As James Bovard noted in 2011 in The Wall Street Journal, the Obama administration helped such millionaires collect food stamps. As he pointed out, the Obama administration encouraged states to abolish asset tests for food stamps, leaving even unemployed millionaires able to qualify: “Millionaires are now legally entitled to collect food stamps as long as they have little or no monthly income. Thirty-five states have abolished asset tests for most food-stamp recipients. These and similar ‘paperwork reduction’ reforms advocated by the United States Department of Agriculture (USDA) are turning the food-stamp program into a magnet for abuses and absurdities.”
Food stamps have gotten more generous since then, such as during the coronavirus pandemic, when the amount of food stamps people could receive was increased by 15% as part of the coronavirus stimulus package. Biden’s 2021 stimulus package extended that increase, even after the economy rebounded in late 2020.

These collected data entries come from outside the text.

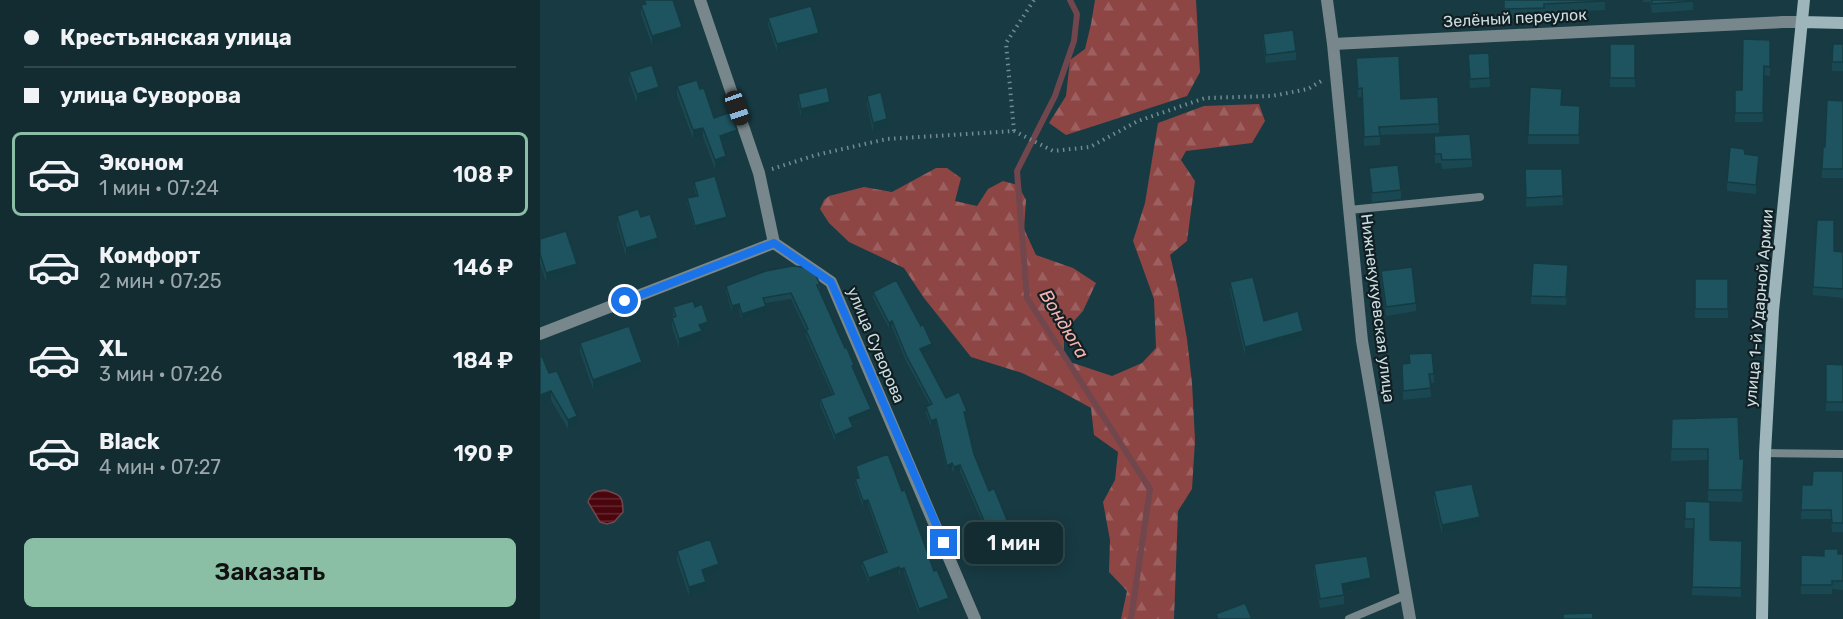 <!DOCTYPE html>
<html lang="ru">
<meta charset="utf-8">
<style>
:root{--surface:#122c32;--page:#1f383e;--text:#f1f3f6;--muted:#9ca7ac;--line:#31484d;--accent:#8abfa5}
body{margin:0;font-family:Rubik,sans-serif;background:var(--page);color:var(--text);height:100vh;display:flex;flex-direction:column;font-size:22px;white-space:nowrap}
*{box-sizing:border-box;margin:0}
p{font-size:20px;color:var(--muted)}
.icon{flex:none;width:33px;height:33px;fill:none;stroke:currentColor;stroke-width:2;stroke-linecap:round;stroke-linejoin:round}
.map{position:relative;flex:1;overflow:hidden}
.details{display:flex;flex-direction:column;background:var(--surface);width:540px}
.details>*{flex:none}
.guide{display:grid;align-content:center;height:132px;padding:0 24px;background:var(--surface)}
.end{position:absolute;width:27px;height:27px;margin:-14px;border:8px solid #1a73e8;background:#fff;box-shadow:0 0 0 3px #fff}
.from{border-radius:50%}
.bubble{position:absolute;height:42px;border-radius:9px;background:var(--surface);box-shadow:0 3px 15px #0003,0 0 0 2px var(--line);font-size:20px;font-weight:600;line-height:42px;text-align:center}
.car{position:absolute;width:18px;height:36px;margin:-18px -9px;border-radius:8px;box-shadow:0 0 4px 2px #0007;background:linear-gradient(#222 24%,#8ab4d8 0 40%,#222 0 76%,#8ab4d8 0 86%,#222 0)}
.guide b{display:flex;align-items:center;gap:21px;height:57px;font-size:22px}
.guide b+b{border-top:2px solid var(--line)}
.guide i{width:15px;height:15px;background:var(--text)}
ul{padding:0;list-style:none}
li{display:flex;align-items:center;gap:18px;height:84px;margin:0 12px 9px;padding:0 12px;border:3px solid transparent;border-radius:9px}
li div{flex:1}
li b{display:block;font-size:22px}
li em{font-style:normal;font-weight:600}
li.active{border-color:var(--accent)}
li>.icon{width:54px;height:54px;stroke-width:1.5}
.button{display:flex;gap:12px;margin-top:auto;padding:12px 24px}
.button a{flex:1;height:69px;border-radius:9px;background:var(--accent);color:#111;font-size:24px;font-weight:600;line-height:69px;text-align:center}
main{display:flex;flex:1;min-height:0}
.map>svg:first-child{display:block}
</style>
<main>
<section class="details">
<div class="guide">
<b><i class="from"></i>Крестьянская улица</b>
<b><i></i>улица Суворова</b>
</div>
<ul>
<li class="active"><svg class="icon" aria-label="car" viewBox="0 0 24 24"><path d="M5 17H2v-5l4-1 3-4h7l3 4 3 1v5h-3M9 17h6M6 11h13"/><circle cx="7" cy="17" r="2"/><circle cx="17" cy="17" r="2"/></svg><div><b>Эконом</b><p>1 мин · 07:24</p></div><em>108 ₽</em></li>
<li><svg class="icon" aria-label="car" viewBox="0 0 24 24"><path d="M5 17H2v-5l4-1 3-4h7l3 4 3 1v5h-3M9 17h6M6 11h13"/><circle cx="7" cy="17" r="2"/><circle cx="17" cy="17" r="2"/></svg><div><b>Комфорт</b><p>2 мин · 07:25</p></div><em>146 ₽</em></li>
<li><svg class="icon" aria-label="car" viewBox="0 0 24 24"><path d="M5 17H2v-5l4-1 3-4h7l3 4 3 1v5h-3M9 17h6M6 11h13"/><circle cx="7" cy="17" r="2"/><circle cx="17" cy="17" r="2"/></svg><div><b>XL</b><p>3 мин · 07:26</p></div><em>184 ₽</em></li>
<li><svg class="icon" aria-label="car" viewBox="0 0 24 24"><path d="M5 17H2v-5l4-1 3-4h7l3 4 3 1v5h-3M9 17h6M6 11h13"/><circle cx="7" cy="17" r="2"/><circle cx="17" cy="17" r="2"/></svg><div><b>Black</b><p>4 мин · 07:27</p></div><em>190 ₽</em></li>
</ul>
<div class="button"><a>Заказать</a></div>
</section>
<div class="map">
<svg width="1303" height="619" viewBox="0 0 1303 619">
<defs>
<pattern id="forest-firs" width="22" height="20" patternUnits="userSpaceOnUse" patternTransform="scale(1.5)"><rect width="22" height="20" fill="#8e4645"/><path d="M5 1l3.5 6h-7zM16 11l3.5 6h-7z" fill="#9d6060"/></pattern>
<pattern id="water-rules" width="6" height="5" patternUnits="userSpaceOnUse" patternTransform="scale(1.5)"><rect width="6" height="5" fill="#4a050d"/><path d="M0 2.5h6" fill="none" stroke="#632930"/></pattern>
</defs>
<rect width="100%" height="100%" fill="#183a42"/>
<path fill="url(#forest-firs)" d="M555 0H656L660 72 647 96 526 135 509 123 526 96 530 60 545 49 551 24Z
M719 104 725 121 712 143 646 151 641 160 655 181 647 241 630 255 638 289 647 339 652 383 655 440 652 489 638 511 634 619H581L587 591 569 572 570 540 563 502 575 480 578 452 554 435 551 408 520 391 482 373 431 357 384 298 364 268 309 242 289 223 280 209 284 200 289 196 324 187 352 192 396 168H407L421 178 415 201 437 206 448 189 463 181 478 185 486 200 484 229 496 255 533 268 556 283 543 311 524 332V360L572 376 602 363 616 348 614 299 593 241 605 203 618 123 664 106Z"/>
<path fill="url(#water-rules)" stroke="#71464d" stroke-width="1.5" d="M65 490C80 495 83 495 83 512L74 522 67 524 60 522 48 502C51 493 55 491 65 490Z"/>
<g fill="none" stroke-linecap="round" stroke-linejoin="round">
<path stroke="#71464d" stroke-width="6" d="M530 0 537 14 534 41 515 96 477 171 487 298 610 489 591 619"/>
<path stroke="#718b92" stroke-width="4" stroke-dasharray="1.5 4.5" stroke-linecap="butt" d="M474 131 466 43 494 0
M232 169 276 155 347 139 474 131 513 151 550 147 598 121 665 98 732 96 768 89 783 80"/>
<path stroke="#78878b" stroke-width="8" d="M809 210 940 197
M1225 453 1303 454
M809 619 866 595"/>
<path stroke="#78878b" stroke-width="12" d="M160 0 219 173 234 243 291 282 435 619
M787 0 793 44 822 341 870 619
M793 44 1243 22H1262
M0 334 234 243"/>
<path stroke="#9db5bb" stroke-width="12" d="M1262 22 1303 23
M1222 619 1225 453 1233 311 1264 0"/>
</g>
<path fill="#1a4852" d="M104 0H133L142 35 112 45 101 14V5H104Z
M963 0H1065V10L1004 13V17L964 18Z
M1103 0H1153V10L1112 13 1110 2H1103Z
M228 18 279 41 237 52 228 25Z
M723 34 756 51V60L726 63 723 42Z
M1230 40V76L1224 75 1223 122H1195V90H1202Z
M1070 44H1095V87H1070Z
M1303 44V71H1292V62Z
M816 58 861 99 899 124V133L840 135V145L824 146 822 97H818Z
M928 63 950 78V87L930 88Z
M89 72 119 96 97 103 89 81Z
M137 86 160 89 174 118 197 139 182 144 186 165 175 169 163 137 153 139 137 95Z
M990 87 1040 115 1039 144H988Z
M258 94 290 111 261 117 258 103Z
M327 96 347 128 333 132 327 105Z
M1303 101V178H1282V169L1285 147Z
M894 136 932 159V167L902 169 901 163H895Z
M1205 154 1219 165 1216 194 1187 191V182Z
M829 168 861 190V199L832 202Z
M985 169H1022L1023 205 986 207Z
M154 182 187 221 155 231 147 203V198L156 196 154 187Z
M77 216 118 247 86 256 77 225Z
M0 239 37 272 6 282 0 263Z
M1294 251 1303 252V298L1273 295V287Z
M841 271 876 303V311L846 316 841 280Z
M1028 274 1026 305 991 304V296Z
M1155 279H1188V318H1155Z
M690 282 724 321 763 340 705 356 690 291Z
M280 285V291L314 371 331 415 311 424 313 433 295 441 280 405V399L292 394 266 336V331L251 299 225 303 226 312 202 320 199 310 192 312 186 292V286Z
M333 292 392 350 383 354 406 398 427 417 425 418 434 454 449 491 476 548 457 556 420 471 414 473 412 469 407 471 396 424 391 427 386 413V407L390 405 366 361 352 327 349 328 333 298Z
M133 307H155L168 331 162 333V340L139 348 132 327V318L133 317Z
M40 343 102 371 53 389 40 352Z
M869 354 894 374V383H890L891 397 863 400 862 364 869 363Z
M1286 364 1303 365V411H1286Z
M9 373 37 424 28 429 11 400Z
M1132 419 1200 459 1204 471 1202 502 1168 501V460L1131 461Z
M316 466 362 491 394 571 409 604 379 615 364 573 360 575 359 572 329 583 322 567V561L345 552 328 505 323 507 315 484V479L318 478 316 471Z
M1303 471V532H1292L1291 519H1261L1262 485H1272Z
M894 491 940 526 902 534 894 500Z
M1145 501 1170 540 1202 541 1201 597 1152 595 1154 528H1145Z
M137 551 179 573 165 578 166 591 149 596 137 560Z
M1298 554H1303V590L1292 589V594H1261V555L1284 556Z
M774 564 831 587 804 593V604L780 608 774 573Z"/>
<path fill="#153b42" d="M142 27V35L112 45V36Z
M279 33V41L237 52V44Z
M119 87V96L97 103V94Z
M290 102V111L261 117V109Z
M347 119V128L333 132V123Z
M163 128V137L153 139V130Z
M197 130V139L180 144V136Z
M186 156V165L175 169V160Z
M1219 156V165L1216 194V185Z
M187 217V221L155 231V226Z
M118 238V247L86 256V248Z
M37 264V272L6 282V273Z
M199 304V310L192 312V306Z
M226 306V312L202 320V314Z
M352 321V327L349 328V323Z
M168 322V331L162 333V340L139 348V339L159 325Z
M763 331V340L705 356V347Z
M392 344V350L380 355V349Z
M102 362V371L53 389V380Z
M11 391V400L0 404V395Z
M331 409V415L309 424V418Z
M427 411V417L424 418V412Z
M37 416V424L28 429V420Z
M396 419V424L391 427V421Z
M313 427V433L295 441V435Z
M412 463V469L407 471V466Z
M420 465V471L414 473V467Z
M328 500V505L323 507V501Z
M940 517V526L902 534V525Z
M476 542V548L457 556V551Z
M179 564V573L162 579V570Z
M359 567V572L329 583V578Z
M364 568V573L360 575V569Z
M831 578V587L802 593V584Z
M166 582V591L149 596V587Z
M409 598V604L379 615V609Z"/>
<path fill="#1e545f" stroke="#153b42" stroke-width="1.5" d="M104 0H133L142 27 112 36 101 5 106 4Z
M964 0H1065V1L1004 4V8L964 9Z
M1112 0H1153V1L1112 4Z
M271 6 279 33 237 44 228 18Z
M753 30 756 51 726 55 723 34Z
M1203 39 1230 40V67L1224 66 1223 113H1195V90H1202Z
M1070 44H1095V78H1070Z
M1293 44H1303V62H1292Z
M949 53 950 78 930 79 928 54Z
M859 56 861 99 898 97 899 124 839 127 840 136 824 137 822 88 818 89 816 58Z
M112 65 119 87 97 94 89 72Z
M157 80 160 89 164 88 174 118 191 112 197 130 180 136 186 156 175 160 163 128 153 130 137 86Z
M287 87 290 102 261 109 258 94Z
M990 87 1022 89 1021 105 1040 106 1039 135H988Z
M341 92 347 119 333 123 327 96Z
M1287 100 1303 101V169H1282L1283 147H1285Z
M930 134 932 159 902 160 901 154H895L894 136Z
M1190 147 1204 149 1205 154 1219 156 1216 185 1187 182Z
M858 165 861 190 832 193 829 168Z
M985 169H1022L1023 196 986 198Z
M175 176 187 217 155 226 147 198 158 196 154 182Z
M98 209 101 217 110 214 118 238 86 248 77 216Z
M1277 220H1294V251L1303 252V289L1273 287Z
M26 231 37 264 6 273 0 254V239Z
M993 263 1028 265 1026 297 991 296Z
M252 266 264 267 276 275 280 285H277L305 348H307L314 365 312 366 331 409 309 418 313 427 295 435 280 399 294 394 266 330 268 329 251 293 223 298 226 306 202 314 199 304 192 306 186 286 226 271Z
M872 267 876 303 846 307 841 271Z
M713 277 724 321 758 311 763 331 705 347 690 282Z
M1155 279H1188V309H1155Z
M356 280 381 326 383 324 392 344 380 349 406 398 419 392 427 411 424 412 434 454 449 491 454 488 476 542 457 551 420 465 414 467 412 463 407 466 396 419 391 421 386 407 392 404 366 355 352 321 349 323 333 292Z
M153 301 155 307 162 304 168 322 159 325 162 331 139 339 132 318 136 316 133 307Z
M89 326 102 362 53 380 40 343Z
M892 353 894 374H889L891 388 863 391 862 364 870 363 869 354Z
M2 356 9 373 17 371 37 416 28 420 11 391 0 395V357Z
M1286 364 1303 365V402H1286Z
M1198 417 1200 459H1204L1202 490H1168V449H1131L1132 419Z
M348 454 362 491 365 490 394 571 397 570 409 598 379 609 364 568 360 569 359 567 329 578 322 561 347 552 328 500 323 501 315 479 319 478 316 466Z
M1273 471H1303V523H1292L1291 510H1261L1262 485H1272Z
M932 484 940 517 902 525 894 491Z
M1145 501 1170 502V540L1202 541 1201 588 1152 587 1154 519H1145Z
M170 539 179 564 162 570 166 582 149 587 137 551Z
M1284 549H1298V554H1303V581H1292V585H1261V555L1284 556Z
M827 556 831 578 802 584 804 595 780 599 774 564Z
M705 603 712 619H678L676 614Z
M1053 613V619H1023V614Z"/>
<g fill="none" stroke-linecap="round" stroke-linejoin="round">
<path stroke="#1a73e8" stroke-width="8" d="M85 301 234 243 291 282 404 543"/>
</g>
<g text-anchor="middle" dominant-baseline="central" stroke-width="4.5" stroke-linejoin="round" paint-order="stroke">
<g font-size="16" fill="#ccdee3" stroke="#111f22">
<text transform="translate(975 18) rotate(-3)">Зелёный переулок</text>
<text transform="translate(838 308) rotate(83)">Нижнекукуевская улица</text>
<text transform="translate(1219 308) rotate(-85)">улица 1-й Ударной Армии</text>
<text transform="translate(336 345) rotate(67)">улица Суворова</text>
</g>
<g font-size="18" font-style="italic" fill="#f6b5b1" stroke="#111f22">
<text transform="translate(524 324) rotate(59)">Вондюга</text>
</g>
</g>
</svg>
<i class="end from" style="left:85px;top:301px"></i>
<i class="end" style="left:404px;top:543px"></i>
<div class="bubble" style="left:424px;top:522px;width:99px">1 мин</div>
<i class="car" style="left:197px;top:108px;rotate:161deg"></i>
</div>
</main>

Americans of all backgrounds can collect food stamps, unlike many other giveaways for special interests contained in Biden’s $1.9 trillion stimulus package. Federal judges struck down racial preferences in Biden’s stimulus package in multiple court rulings, but only after the Biden administration had already handed out billions of dollars based on race.
Biden’s stimulus spending worsened inflation, according to Federal Reserve Bank economists. Biden’s big spending spawned inflation, according to economists like Bill Clinton’s Treasury Secretary, Larry Summers, and Obama advisor Steven Rattner. As Rattner noted in the New York Times, Biden spent “an unprecedented amount” of taxpayer money, which resulted in “too much money chasing too few goods.”
Due to rising federal government spending, “skyrocketing debt, higher borrowing costs, and a hobbled economy are predicted in [a 2021] Congressional Budget Office report,” notes Reason Magazine. The Congressional Budget Office noted that due to recent big government spending, America’s national debt will be larger than its economy for the entire next decade, even if the economy manages to grow at a decent rate. That debt will lead to higher interest payments on the national debt, which will drive up the budget deficit and shrink economic growth by crowding out productive private investment.
The government did not need to spend most of the money it spent in the pandemic for the economy to recover. A century ago, America went through a great plague, far worse than the coronavirus. The great influenza pandemic killed a higher fraction of Americans than COVID-19. It killed many young people in the prime of life, weakening our economy. A sharp depression followed in 1920-21. The federal government responded not by sending relief checks to citizens, but by cutting its own spending instead.
The result was a speedy economic recovery — an economic boom known as the “Roaring Twenties.” America had never been so prosperous before, as the pain and suffering of the influenza epidemic was quickly forgotten in an era of rapid economic growth.